Goodman Games publishes a stellar series of entertaining and inspirational system-neutral supplements that have become key works of the Old School Revival. Foremost of these is the venerable Dungeon Alphabet, an alphabetic compendium now in its fourth edition, funded in a November 2017 Kickstarter campaign. The Dungeon Alphabet, its recent companion The Monster Alphabet, and other Goodman titles help OSR gamemasters rethink their games at a fundamental level. This all-new Goodman Gems collection gathers much-loved supplements that present new character backgrounds, locations, setting elements, monsters, a yearlong calendar, and two marvelous trips through the alphabet.
We provide each ebook complete in .PDF (Portable Document Format). Like all Bundle of Holding titles, these books have NO DRM (Digital Restrictions Management), and our customers are entitled to move them freely among all their ereaders.

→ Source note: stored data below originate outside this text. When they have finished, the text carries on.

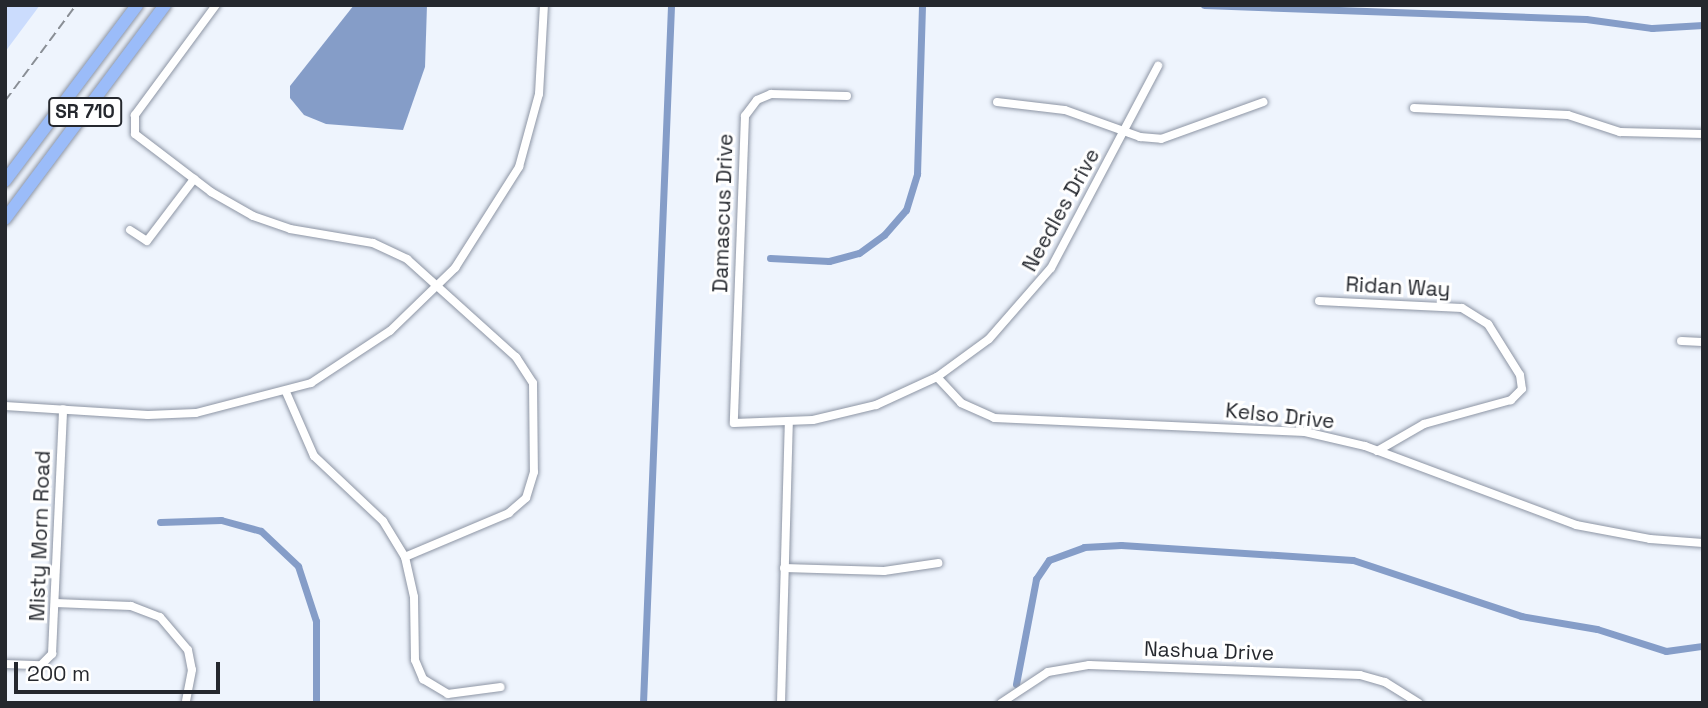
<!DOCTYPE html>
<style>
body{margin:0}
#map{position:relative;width:1708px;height:708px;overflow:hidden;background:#eef4fd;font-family:"Space Grotesk",sans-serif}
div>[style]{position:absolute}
.green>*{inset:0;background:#cbdcfd}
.water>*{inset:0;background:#859dc8}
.canal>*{height:7px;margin:-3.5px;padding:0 3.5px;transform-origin:3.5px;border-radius:3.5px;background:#859dc8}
.roads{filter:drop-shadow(0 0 2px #8d95a4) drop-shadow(0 0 2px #8d95a4)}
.minor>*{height:8px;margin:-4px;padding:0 4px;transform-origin:4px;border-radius:4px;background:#fff}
.highway>*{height:12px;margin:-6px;padding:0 6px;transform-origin:6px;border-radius:6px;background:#9bbcf9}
.rail>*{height:2px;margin-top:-1px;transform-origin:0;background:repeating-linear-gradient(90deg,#898e95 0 10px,transparent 0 15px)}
span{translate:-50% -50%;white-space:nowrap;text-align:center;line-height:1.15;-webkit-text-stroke:6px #fff;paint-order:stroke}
.shield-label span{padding:2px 5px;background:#fff;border:2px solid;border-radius:5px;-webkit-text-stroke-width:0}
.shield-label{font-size:19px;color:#25282e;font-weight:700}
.street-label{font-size:21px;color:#25282e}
.frame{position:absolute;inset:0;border:7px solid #25282e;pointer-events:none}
.scale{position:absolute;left:14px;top:662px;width:206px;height:32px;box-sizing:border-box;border:4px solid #25282e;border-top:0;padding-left:9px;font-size:21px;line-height:24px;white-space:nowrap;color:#25282e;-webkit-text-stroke:5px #fff;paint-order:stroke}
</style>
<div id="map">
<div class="green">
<div style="clip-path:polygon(5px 5px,40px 5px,5px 52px)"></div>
</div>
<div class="water">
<div style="clip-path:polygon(354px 5px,427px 5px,425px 67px,403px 130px,326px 124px,304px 115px,290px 98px,290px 86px)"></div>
</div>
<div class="canal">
<div style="left:1204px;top:5px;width:382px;rotate:2.1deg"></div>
<div style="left:1586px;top:19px;width:67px;rotate:7.8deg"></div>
<div style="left:1652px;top:28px;width:51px;rotate:-3.4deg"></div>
<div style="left:770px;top:258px;width:59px;rotate:2.9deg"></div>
<div style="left:829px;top:261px;width:31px;rotate:-15deg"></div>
<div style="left:859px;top:253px;width:31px;rotate:-36deg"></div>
<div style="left:884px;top:235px;width:33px;rotate:-49deg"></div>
<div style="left:906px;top:210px;width:38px;rotate:-73deg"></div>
<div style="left:917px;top:174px;width:169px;rotate:-88.3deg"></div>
<div style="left:160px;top:522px;width:61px;rotate:-1.9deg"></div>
<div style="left:221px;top:520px;width:41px;rotate:15.4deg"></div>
<div style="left:261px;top:531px;width:51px;rotate:43.4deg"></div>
<div style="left:298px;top:566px;width:58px;rotate:71.9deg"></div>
<div style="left:316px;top:621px;width:82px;rotate:90deg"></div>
<div style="left:1016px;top:684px;width:107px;rotate:-79.2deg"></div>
<div style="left:1036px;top:579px;width:23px;rotate:-56deg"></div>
<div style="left:1049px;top:560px;width:37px;rotate:-20deg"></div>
<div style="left:1084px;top:547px;width:37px;rotate:-3deg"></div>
<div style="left:1121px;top:545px;width:232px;rotate:3.7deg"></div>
<div style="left:1353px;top:560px;width:177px;rotate:18.4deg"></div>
<div style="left:1521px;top:616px;width:77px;rotate:9.7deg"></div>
<div style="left:1597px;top:629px;width:72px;rotate:17.7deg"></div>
<div style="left:1666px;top:651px;width:37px;rotate:-8deg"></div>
<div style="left:643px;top:703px;width:699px;rotate:-87.7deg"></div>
</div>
<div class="roads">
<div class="minor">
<div style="left:216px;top:5px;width:137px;rotate:126.4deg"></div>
<div style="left:135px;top:115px;width:19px;rotate:90deg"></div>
<div style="left:135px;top:134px;width:96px;rotate:37.3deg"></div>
<div style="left:211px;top:192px;width:48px;rotate:29.7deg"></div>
<div style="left:253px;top:216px;width:39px;rotate:19deg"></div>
<div style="left:290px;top:229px;width:84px;rotate:9.6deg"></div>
<div style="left:373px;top:243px;width:38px;rotate:25deg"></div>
<div style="left:407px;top:259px;width:147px;rotate:42deg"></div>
<div style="left:516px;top:357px;width:31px;rotate:57deg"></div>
<div style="left:533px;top:383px;width:89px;rotate:89.4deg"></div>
<div style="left:534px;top:472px;width:27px;rotate:107deg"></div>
<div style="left:526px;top:498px;width:23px;rotate:139deg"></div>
<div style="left:509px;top:513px;width:113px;rotate:157.1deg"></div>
<div style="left:847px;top:96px;width:76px;rotate:-178.5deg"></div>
<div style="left:771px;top:94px;width:15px;rotate:157deg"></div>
<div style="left:757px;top:100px;width:20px;rotate:127deg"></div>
<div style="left:745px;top:116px;width:307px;rotate:92.1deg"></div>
<div style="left:734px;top:423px;width:79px;rotate:-2.2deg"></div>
<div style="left:813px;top:420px;width:65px;rotate:-13.4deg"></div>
<div style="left:876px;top:405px;width:67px;rotate:-24.7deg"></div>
<div style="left:937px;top:377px;width:64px;rotate:-36.2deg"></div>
<div style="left:989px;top:339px;width:94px;rotate:-48.9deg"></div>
<div style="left:1051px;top:268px;width:229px;rotate:-62.1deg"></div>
<div style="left:997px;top:102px;width:68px;rotate:6.7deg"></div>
<div style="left:1065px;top:110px;width:80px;rotate:19.8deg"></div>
<div style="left:1140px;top:137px;width:21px;rotate:5deg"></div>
<div style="left:1161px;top:139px;width:109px;rotate:-19.9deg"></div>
<div style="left:1414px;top:108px;width:154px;rotate:2.6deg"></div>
<div style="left:1568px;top:115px;width:55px;rotate:18.1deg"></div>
<div style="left:1620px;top:132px;width:83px;rotate:1.4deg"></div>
<div style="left:130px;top:230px;width:20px;rotate:33deg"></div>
<div style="left:147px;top:241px;width:78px;rotate:-52.8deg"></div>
<div style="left:1319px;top:301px;width:143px;rotate:2.8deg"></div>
<div style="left:1462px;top:308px;width:31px;rotate:32deg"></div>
<div style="left:1488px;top:324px;width:60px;rotate:57.9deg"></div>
<div style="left:1520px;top:375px;width:14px;rotate:82deg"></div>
<div style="left:1522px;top:389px;width:16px;rotate:135deg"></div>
<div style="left:1511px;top:400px;width:90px;rotate:164.6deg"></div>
<div style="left:1424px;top:424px;width:54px;rotate:150.1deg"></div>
<div style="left:1681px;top:341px;width:22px;rotate:3deg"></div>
<div style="left:937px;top:377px;width:35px;rotate:47deg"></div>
<div style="left:961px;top:403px;width:36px;rotate:24deg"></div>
<div style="left:994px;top:418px;width:311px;rotate:2.6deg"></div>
<div style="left:1305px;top:432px;width:62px;rotate:13.1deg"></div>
<div style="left:1365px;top:446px;width:225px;rotate:20.5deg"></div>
<div style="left:1576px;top:525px;width:75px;rotate:10.7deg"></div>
<div style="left:1650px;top:539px;width:53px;rotate:4.3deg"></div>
<div style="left:286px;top:392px;width:70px;rotate:66.4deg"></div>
<div style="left:314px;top:456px;width:95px;rotate:43.3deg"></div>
<div style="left:383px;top:521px;width:42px;rotate:58.6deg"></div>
<div style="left:405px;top:557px;width:41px;rotate:77.3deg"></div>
<div style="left:414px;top:597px;width:63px;rotate:89.1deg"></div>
<div style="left:415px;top:660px;width:21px;rotate:67deg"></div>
<div style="left:423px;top:679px;width:29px;rotate:31deg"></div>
<div style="left:448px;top:694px;width:53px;rotate:-7.5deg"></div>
<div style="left:5px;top:406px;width:143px;rotate:3.6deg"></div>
<div style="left:148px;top:415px;width:48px;rotate:-2.4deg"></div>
<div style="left:196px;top:413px;width:119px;rotate:-14.6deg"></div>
<div style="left:311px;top:383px;width:95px;rotate:-33.4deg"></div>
<div style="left:390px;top:331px;width:91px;rotate:-44.1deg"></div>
<div style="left:455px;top:268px;width:120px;rotate:-57.6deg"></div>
<div style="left:519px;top:167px;width:76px;rotate:-74.7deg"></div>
<div style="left:539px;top:94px;width:89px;rotate:-86.8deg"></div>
<div style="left:784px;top:568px;width:100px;rotate:1.7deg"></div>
<div style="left:884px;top:571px;width:55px;rotate:-8.4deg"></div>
<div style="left:55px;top:603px;width:76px;rotate:2.3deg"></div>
<div style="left:131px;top:606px;width:31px;rotate:21deg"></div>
<div style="left:160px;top:617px;width:43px;rotate:49.7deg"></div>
<div style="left:188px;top:650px;width:20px;rotate:79deg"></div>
<div style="left:192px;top:670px;width:31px;rotate:101deg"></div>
<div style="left:5px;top:664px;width:36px;rotate:2deg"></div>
<div style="left:41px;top:665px;width:16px;rotate:-45deg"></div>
<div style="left:52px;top:654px;width:245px;rotate:-87.4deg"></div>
<div style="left:781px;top:703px;width:280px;rotate:-88.4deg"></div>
<div style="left:1001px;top:703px;width:56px;rotate:-33.4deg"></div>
<div style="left:1048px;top:672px;width:42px;rotate:-9.7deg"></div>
<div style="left:1089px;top:665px;width:271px;rotate:2.1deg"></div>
<div style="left:1360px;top:675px;width:26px;rotate:16deg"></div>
<div style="left:1385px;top:682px;width:40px;rotate:32deg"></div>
</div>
<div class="highway">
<div style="left:5px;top:181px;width:220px;rotate:-53.1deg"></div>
<div style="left:5px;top:219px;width:267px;rotate:-53.2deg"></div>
</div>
</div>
<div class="rail">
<div style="left:5px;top:101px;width:119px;rotate:-53.5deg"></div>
</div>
<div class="shield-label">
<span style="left:85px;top:112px">SR 710</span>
</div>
<div class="street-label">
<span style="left:1061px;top:210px;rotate:-61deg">Needles Drive</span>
<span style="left:723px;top:213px;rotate:-88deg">Damascus Drive</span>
<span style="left:1398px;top:287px;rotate:3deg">Ridan Way</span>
<span style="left:1280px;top:416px;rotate:6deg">Kelso Drive</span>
<span style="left:40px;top:536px;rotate:-88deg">Misty Morn Road</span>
<span style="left:1209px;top:651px;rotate:2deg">Nashua Drive</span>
</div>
<div class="frame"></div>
<div class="scale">200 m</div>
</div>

Ten percent of each purchase (after gateway fees) goes to this offer's designated charity, Reading is Fundamental.
The total retail value of the titles in this offer is US$98. Customers who pay just US$9.95 get all four titles in our Starter Collection (retail value $37) as DRM-free .PDF ebooks, including The Adventurer's Almanac (retail price $13), the handy DM Campaign Tracker (retail $5), and two collections of tips and tricks for players and gamemasters, PC Pearls (retail $7) and GM Gems
Those who pay more than the threshold (average) price, which is set at $24.95 to start, also get our entire Bonus Collection with six more sourcebooks worth an additional $61, including the latest edition of the famous Dungeon Alphabet (retail $8) along with its sequel, The Monster Alphabet (retail $12); two collections of campaign settings, Points of Light (retail $8) and Points of Light 2: The Sunrise Sea (retail $10); the Random Esoteric Creature Generator (retail price $8); and How to Write Adventure Modules That Don't Suck (retail $15).
Basically, these are collections of random encounter tables, adventure seeds, and similar material that should be adaptable to most fantasy RPGs. I can't help wonder why any GM would need so much random material, half the fun of running a game is making this sort of stuff up, but it could be useful if you wanted some ideas in a hurry. Since I don't run this sort of game it's no use to me, and to be honest I feel it's a little on the expensive side if you go for the bonus material. But tastes differ, and if you want this sort of thing you're getting a fair amount for the money. As usual your mileage may vary.